Member of the Legislative Assembly of Manitoba For Rossmere
- In office October 16, 1979 – April 26, 1988
- Preceded by: Edward Schreyer
- Succeeded by: Harold Neufeld

Personal details
- Born: February 16, 1944 (age 82) Altona, Manitoba, Canada
- Party: New Democratic
- Alma mater: University of Winnipeg University of Manitoba
- Profession: lawyer

= Vic Schroeder =

Canadian politician (born 1944)

Victor Harold Schroeder (born February 16, 1944) is a politician in Manitoba, Canada. He was a member of the Legislative Assembly of Manitoba from 1979 to 1988, and a senior cabinet minister in the New Democratic Party government of Howard Pawley from 1981 to 1988.

==Education==
Schroeder was born on February 16, 1944 to a Mennonite family in Altona, Manitoba. The son of Henry Schroeder and Anna Braun, he was educated at Mennonite Collegiate Institute in Gretna, Manitoba, the University of Winnipeg and the University of Manitoba.

==Career==
He worked as a lawyer before entering public life, and was a member of the Manitoba Securities Commission as well as serving as a vice-chairman of the Manitoba Public Utilities Board. He first ran for the Manitoba legislature in a 1972 by-election in the Winnipeg riding of Wolseley, finishing third against Manitoba Liberal Party leader Izzy Asper. In 1967, he married Leona Esther Thiesson.

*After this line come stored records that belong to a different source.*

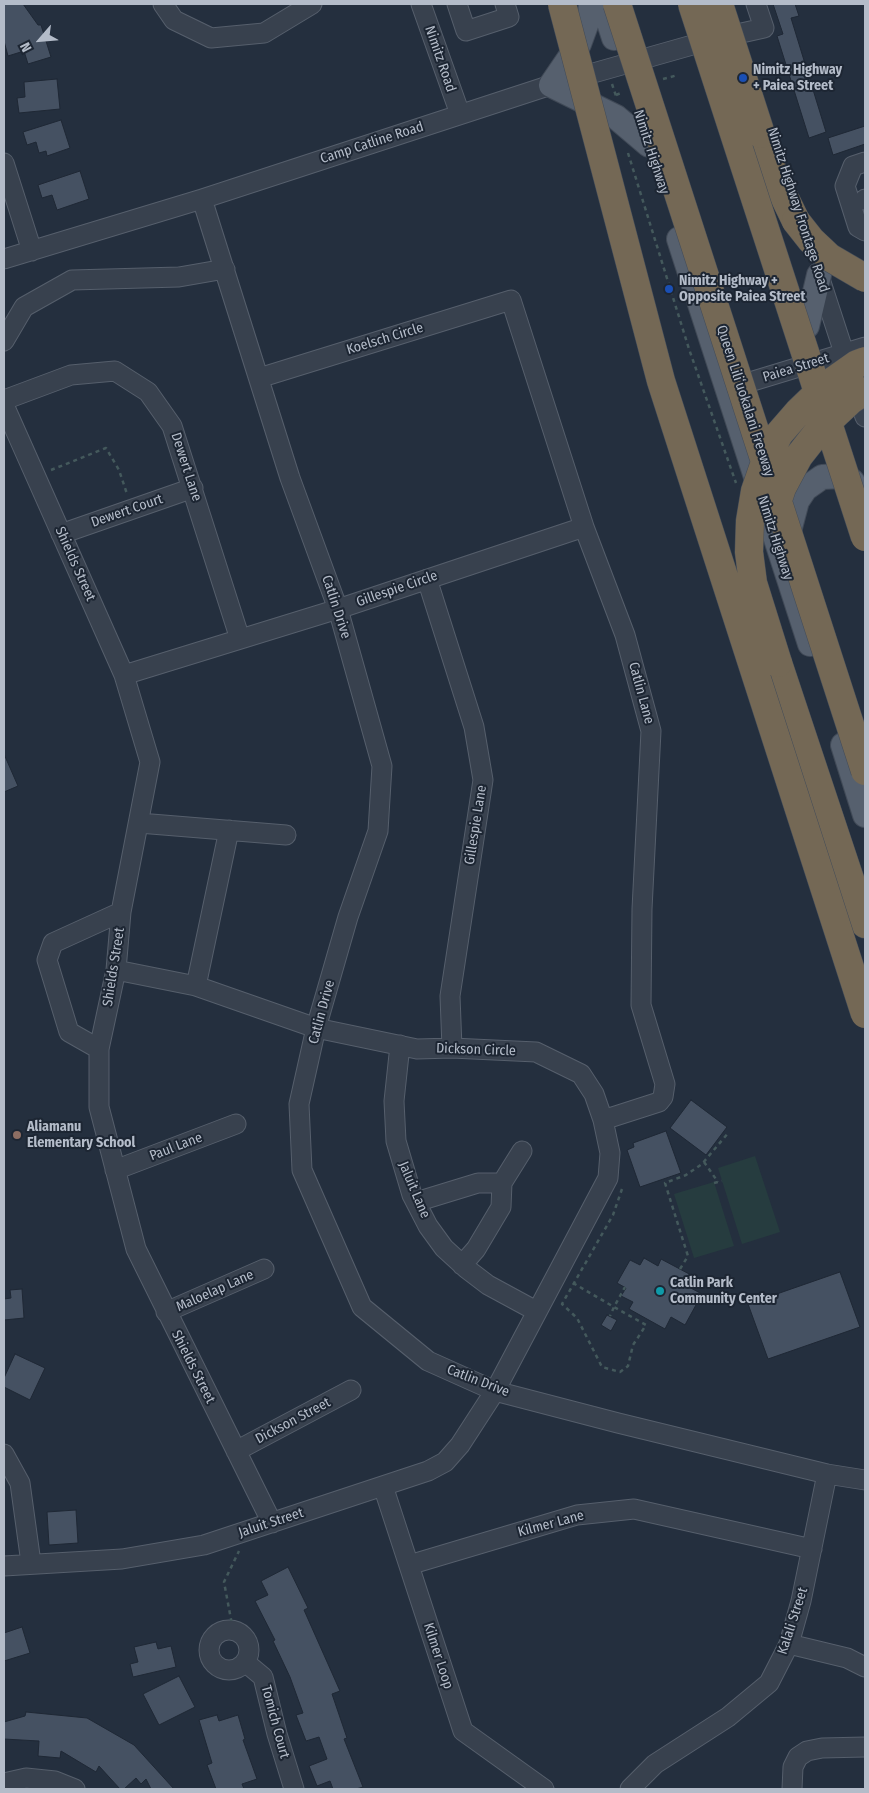 <!DOCTYPE html>
<html>
<head>
<meta charset="utf-8">
<style>
	body { margin:0 }
	#map { position:relative; width:869px; height:1793px; overflow:hidden; background:#242f3e; font-family:"Fira Sans Condensed",sans-serif }
	canvas { display:block }
	.frame { position:absolute; inset:0; border:5px solid #b4bcc9; pointer-events:none }
	.north { position:absolute; left:15px; top:15px; width:50px; height:50px; -webkit-text-stroke:4px #1d2633; paint-order:stroke; rotate:243deg; font-size:14px; font-weight:700; line-height:20px; text-align:center; color:#b4bcc9 }
	.north::after { content:''; display:block; margin:auto; width:18px; height:22px; background:#b4bcc9; clip-path:polygon(50% 0,100% 100%,50% 72%,0 100%) }
</style>
</head>
<body>
<div id="map">
<canvas width="869" height="1793"></canvas>
<div class="frame"></div>
<div class="north">N</div>
</div>
<script>
const ctx = document.querySelector('canvas').getContext('2d');
ctx.lineJoin = 'round';
function paint(path, color) {
  ctx.fillStyle = color;
  ctx.fill(path, 'evenodd');
}
function toPath(rows) {
  const path = new Path2D();
  for (const r of rows) {
    if (r.length === 3) {
      path.moveTo(r[0] + r[2], r[1]);
      path.arc(r[0], r[1], r[2], 0, 2 * Math.PI);
      continue;
    }
    path.moveTo(r[0], r[1]);
    for (let i = 2; i < r.length; i += 2) path.lineTo(r[i], r[i + 1]);
  }
  return path;
}
function strokePath(path, color, width, dash) {
  ctx.strokeStyle = color;
  ctx.lineWidth = width;
  ctx.lineCap = dash ? 'butt' : 'round';
  ctx.setLineDash(dash || []);
  ctx.stroke(path);
}
function label(font, color, halo, rows, align = 'center') {
  ctx.font = font + ' "Fira Sans Condensed",sans-serif';
  ctx.lineWidth = 4;
  ctx.setLineDash([]);
  ctx.textBaseline = 'middle';
  ctx.strokeStyle = halo;
  ctx.fillStyle = color;
  for (const [text, x, y, turn = 0] of rows) {
    ctx.save();
    ctx.translate(x, y);
    ctx.rotate((+turn || 0) * Math.PI / 180);
    ctx.textAlign = isNaN(turn) ? turn : align;
    if (halo) ctx.strokeText(text, 0, 0);
    ctx.fillText(text, 0, 0);
    ctx.restore();
  }
}
paint(toPath([
	[755,1156,780,1232,742,1244,718,1168],
	[714,1182,734,1246,694,1258,674,1194]
]), '#263c3f');
const building = toPath([
	[4,4,23,4,38,25,41,25,51,57,28,64,24,51,8,56,4,41,4,4],
	[773,4,795,4,799,16,791,18,826,132,809,138,777,36,783,34,773,4],
	[57,79,60,109,19,113,17,98,25,97,24,82,57,79],
	[61,120,70,148,47,156,46,151,39,153,36,142,27,145,23,132,61,120],
	[865,126,865,144,833,155,828,138,865,126],
	[80,171,89,199,57,210,52,195,42,198,38,185,80,171],
	[4,754,18,786,4,792,4,754],
	[691,1100,727,1127,706,1155,670,1128,691,1100],
	[666,1131,681,1173,640,1187,627,1150,634,1147,633,1143,666,1131],
	[644,1258,658,1266,661,1259,693,1276,687,1286,702,1294,685,1325,671,1317,665,1329,629,1309,633,1302,621,1296,626,1288,617,1283,630,1260,640,1265,644,1258],
	[840,1272,860,1327,768,1359,748,1304,840,1272],
	[22,1289,24,1318,4,1320,4,1299,11,1298,10,1290,22,1289],
	[607,1315,617,1320,611,1331,601,1325,607,1315],
	[15,1354,45,1368,30,1400,4,1387,4,1378,15,1354],
	[76,1510,78,1543,49,1545,47,1512,76,1510],
	[288,1567,308,1608,304,1610,340,1691,332,1694,347,1738,344,1739,363,1787,356,1789,333,1789,330,1781,317,1786,309,1766,327,1759,319,1737,306,1741,296,1715,303,1713,290,1677,273,1641,275,1640,255,1601,268,1595,261,1581,288,1567],
	[22,1627,30,1653,4,1661,4,1633,22,1627],
	[156,1642,158,1649,171,1646,176,1667,133,1677,130,1664,138,1662,134,1647,156,1642],
	[179,1676,195,1707,159,1725,143,1694,179,1676],
	[26,1712,87,1718,134,1745,174,1789,151,1789,146,1779,141,1784,136,1778,124,1789,120,1789,99,1766,96,1772,61,1751,60,1758,38,1756,39,1741,4,1739,4,1722,25,1716,26,1712],
	[217,1715,219,1721,238,1715,245,1739,243,1740,257,1779,242,1784,244,1789,216,1789,207,1765,212,1763,199,1720,217,1715]
]);
paint(building, '#455162');
strokePath(building, '#1f2835', 1);
const minor = toPath([
	[163,4,174,20,211,38,264,33,312,4],
	[421,4,460,114],
	[457,4,466,31,509,17,505,4],
	[865,162,853,166,845,186,858,227,865,231],
	[4,163,32,251],
	[202,199,290,478,338,609,382,766,378,831,348,917,316,1028,299,1104,302,1170,362,1307,428,1361,495,1391,618,1423,827,1474,865,1480],
	[865,199,865,200],
	[4,259,202,199,551,85,710,40,764,28,756,4],
	[818,273,865,417],
	[4,341,24,307,72,280,179,277,225,269],
	[259,378,511,300,584,527,625,635,651,731,642,909,641,1005,665,1084,663,1097,659,1102,603,1120],
	[730,388,865,347],
	[4,400,71,375,115,371,148,392,172,426,240,639],
	[4,405,124,675,150,762,121,912,116,970,99,1049,99,1107,136,1249,272,1523],
	[61,534,193,488],
	[427,579,474,727,483,780,450,996,452,1048],
	[124,675,338,609,584,527],
	[139,823,286,835],
	[196,986,229,830],
	[400,1045,394,1101,396,1141,412,1195,428,1226,444,1248,467,1269,488,1285,536,1311],
	[99,1049,69,1032,47,960,53,943,121,912],
	[115,1170,236,1124],
	[502,1183,522,1151],
	[416,1202,478,1183,502,1183,501,1207,476,1249,462,1265],
	[166,1312,264,1269],
	[236,1451,351,1390],
	[4,1454,20,1483,31,1563],
	[383,1486,463,1731,544,1789],
	[409,1565,577,1515,634,1509,812,1549],
	[4,1566,122,1559,204,1545,428,1471,445,1462,460,1445,495,1391,608,1178,610,1153,603,1120,594,1094,581,1074,536,1052,452,1048,417,1049,316,1028,196,986,116,970],
	[229,1650,20],
	[789,1644,847,1658,865,1667],
	[245,1662,263,1677,277,1734,294,1789],
	[4,1783,26,1778,55,1781,75,1789],
	[630,1789,655,1764,728,1717,769,1683,789,1644,801,1601,827,1474],
	[792,1789,793,1767,798,1757,807,1751,822,1748,865,1747]
]);
const major = toPath([
	[591,4,590,14,579,44,551,85,616,117,649,145],
	[603,4,614,38],
	[679,239,810,644],
	[807,326,819,275],
	[787,539,797,501,805,489,822,477,842,476,852,481,858,490],
	[843,745,865,815]
]);
const highway = toPath([
	[761,134,775,178,796,221],
	[778,663,865,924]
]);
strokePath(minor, '#565f6c', 21);
strokePath(major, '#414a57', 26);
strokePath(highway, '#434c59', 29);
strokePath(toPath([
	[663,79,678,75],
	[612,84,616,96],
	[616,95,621,93],
	[628,153,689,349,736,483],
	[51,470,106,448,119,470,127,494],
	[704,1162,718,1182],
	[714,1183,722,1181],
	[622,1189,613,1215,562,1304,577,1318,602,1367,620,1372,628,1366,633,1345,646,1325,614,1307,625,1287],
	[680,1269,688,1256,687,1253,665,1183,686,1175,702,1164,729,1132],
	[573,1283,614,1307,610,1316],
	[233,1630,224,1582,239,1551]
]), '#44595c', 2.5, [4, 4]);
strokePath(minor, '#38414e', 19);
strokePath(major, '#56606e', 24);
strokePath(highway, '#746855', 28);
const highwayBridge = toPath([
	[562,4,661,381,865,1014],
	[617,4,865,771],
	[692,4,865,537],
	[719,4,761,134],
	[796,221,811,240,829,257,865,278],
	[775,509,782,488,799,456,821,428,851,400,865,391],
	[778,663,753,583,749,552,750,521,755,491,765,462,779,434,799,411,823,388,857,364,865,361]
]);
strokePath(highwayBridge, '#434c59', 29, []);
strokePath(highwayBridge, '#746855', 28);
for (const [x, y, r, color] of [
	[743,78,5,"#1a4fb4"],
	[669,289,5,"#1a4fb4"],
	[17,1135,5,"#8d6e63"],
	[660,1291,5,"#0f9aa8"]
]) {
  const dot = new Path2D();
  dot.arc(x, y, r, 0, 2 * Math.PI);
  ctx.fillStyle = color;
  ctx.fill(dot);
  strokePath(dot, '#1d2633', 2);
}
label('14px', '#b4bcc9', '#1d2633', [
	["Nimitz Road",440,59,71],
	["Camp Catline Road",372,143,-18],
	["Nimitz Highway",651,152,72],
	["Nimitz Highway Frontage Road",798,210,72],
	["Koelsch Circle",385,339,-17],
	["Paiea Street",796,368,-17],
	["Queen Liliʻuokalani Freeway",745,401,72],
	["Dewert Lane",186,467,72],
	["Dewert Court",127,511,-19],
	["Nimitz Highway",775,538,72],
	["Shields Street",75,564,66],
	["Gillespie Circle",397,589,-19],
	["Catlin Drive",336,607,72],
	["Catlin Lane",641,693,75],
	["Gillespie Lane",476,825,-81],
	["Shields Street",114,967,-81],
	["Catlin Drive",322,1012,-75],
	["Dickson Circle",476,1050,2],
	["Paul Lane",176,1147,-21],
	["Jaluit Lane",414,1190,67],
	["Maloelap Lane",215,1291,-24],
	["Shields Street",193,1367,63],
	["Catlin Drive",478,1381,21],
	["Dickson Street",293,1421,-28],
	["Jaluit Street",271,1523,-18],
	["Kilmer Lane",551,1524,-15],
	["Kalali Street",793,1621,-72],
	["Kilmer Loop",438,1656,72],
	["Tomich Court",275,1722,75]
]);
label('bold 14px', '#b4bcc9', '#1d2633', [
	["Nimitz Highway",753,70],
	["+ Paiea Street",753,86],
	["Nimitz Highway +",679,281],
	["Opposite Paiea Street",679,297],
	["Aliamanu",27,1127],
	["Elementary School",27,1143],
	["Catlin Park",670,1283],
	["Community Center",670,1299]
], 'left');
</script>
</body>
</html>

Schroeder contested another by-election in 1979, this time in the north-end Winnipeg riding of Rossmere, recently vacated by former premier Edward Schreyer upon his appointment at Governor General of Canada. The election was surprisingly close, with Schroeder defeating Progressive Conservative Harold Piercy by only 230 votes. Following his victory, Schroeder supported Howard Pawley's successful bid to become party leader. He was re-elected by a greater margin in the provincial election of 1981.

The NDP formed a majority government following this election, and Schroeder was appointed minister of finance and Minister of Labour and Manpower on November 30, 1981, also carrying responsibility for the Civil Service Commission and Civil Service Superannuation Board and the administration of Pension Benefits Act and Public Servants Insurance Act. On July 19, 1982, he was relieved of all cabinet responsibilities except for the Finance portfolio.

=== Other jobs ===
While retaining Finance, he also served as Chairman of the Treasury Board from July 28, 1982, to November 4, 1983, and as minister responsible for Manitoba Data Services from August 20, 1982, to November 4, 1983. On November 4, 1983, he was named Minister of Crown Investments and given responsibility for the Civil Service a second time. On January 5, 1984, he was also given responsibility for the Manitoba Development Corporation Act. He was relieved of his Civil Service responsibilities on January 30, 1985.

=== 1986 election ===
In the provincial election of 1986, he defeated Tory candidate Harold Neufeld by 527 votes.

Following the election, on April 17, 1986, he was relieved of the Finance portfolio, retained in the Crown Investments portfolio and also named Minister of Industry, Trade and Technology. From May 20 to August 29, 1986, he also served as Minister of Energy and Mines, responsible for Manitoba Hydro. On February 4, 1987, he was relieved of the Crown Investments portfolio and given responsibility for the Manitoba Development Corporation. Finally, on September 21, 1987, he was given the additional portfolio of attorney general.

The NDP were unexpectedly defeated in the legislature in 1988, and Schroeder lost to Neufeld by 526 votes in the election which followed.

== Career after politics ==
Schroeder was appointed as the chair of Manitoba Hydro in 2000, by the NDP government of Gary Doer. During his time as chairman, wind power was incorporated into the utility's power production. Schroeder retired as chairman in February 2012.